6. Hire intentionally

Finding the right employees will take time. What they say is only a fraction of the story. You have to research their past. Call past employers, ask for verifiable accomplishments, etc. In other words, don’t let just anybody into your culture.

RELATED: 5 No-Fail Hiring Tips for Small Businesses

7. ALWAYS have goals

Every employee should know their objective—not just their job. Their job is simply the action involved in reaching the objective. If you don’t set goals, your employees with hit them every time, right? Goals help them to buy in to the company vision but equally important, give you an objective way to measure their performance.

8. Don’t play favorites

There will always be employees that resonate with you better than others but keep your treatment of all employees consistent. Morale will plummet if your employees see you developing a stronger relationship with one over another.

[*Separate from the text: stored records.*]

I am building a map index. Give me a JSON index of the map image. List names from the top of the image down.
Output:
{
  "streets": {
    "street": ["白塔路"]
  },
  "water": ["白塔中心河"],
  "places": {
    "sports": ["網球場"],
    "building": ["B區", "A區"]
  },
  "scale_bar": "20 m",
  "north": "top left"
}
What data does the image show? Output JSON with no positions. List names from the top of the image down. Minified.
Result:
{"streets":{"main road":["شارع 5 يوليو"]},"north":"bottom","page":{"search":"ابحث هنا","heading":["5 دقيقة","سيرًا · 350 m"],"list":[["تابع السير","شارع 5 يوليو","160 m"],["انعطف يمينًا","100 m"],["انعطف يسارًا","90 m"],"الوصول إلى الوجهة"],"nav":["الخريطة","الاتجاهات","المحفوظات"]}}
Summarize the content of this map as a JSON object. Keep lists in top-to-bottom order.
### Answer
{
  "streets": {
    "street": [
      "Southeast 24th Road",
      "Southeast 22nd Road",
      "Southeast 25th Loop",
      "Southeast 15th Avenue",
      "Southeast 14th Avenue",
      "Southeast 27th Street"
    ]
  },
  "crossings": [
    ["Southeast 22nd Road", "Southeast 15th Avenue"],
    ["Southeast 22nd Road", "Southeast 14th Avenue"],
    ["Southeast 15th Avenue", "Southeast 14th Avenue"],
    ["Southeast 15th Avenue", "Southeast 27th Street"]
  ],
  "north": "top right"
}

9. Be over the top with praise

Have you ever worked for the fault-finding manager or client? You know, the one that always finds the problems but says little to nothing about the wins? You couldn’t wait to leave, right? When you praise liberally, the critical comments you have to deliver are much easier to take.

10. Be direct

If you care about your employees, you won’t want to hurt their feelings but when it’s time to have difficult conversations, be direct and clear. Don’t try to come up with the flowery language that will lessen the sting. They might not like it at first, but they’ll grow more if you’re direct while still being respectful.

11. Minimize meetings

Sometimes meetings are important but when your employees are sitting at a conference table talking, they’re probably not doing what you hired them to do. Let your workers work and only hold meetings when it’s absolutely necessary.

12. Manage time wisely

Just like at home, there’s plenty of stimuli for employees at the office. Side conversations with other employees, social media, and phone calls are the more common ones. Encourage your employees to manage their time well and set deadlines and benchmarks that keep them busy throughout the day.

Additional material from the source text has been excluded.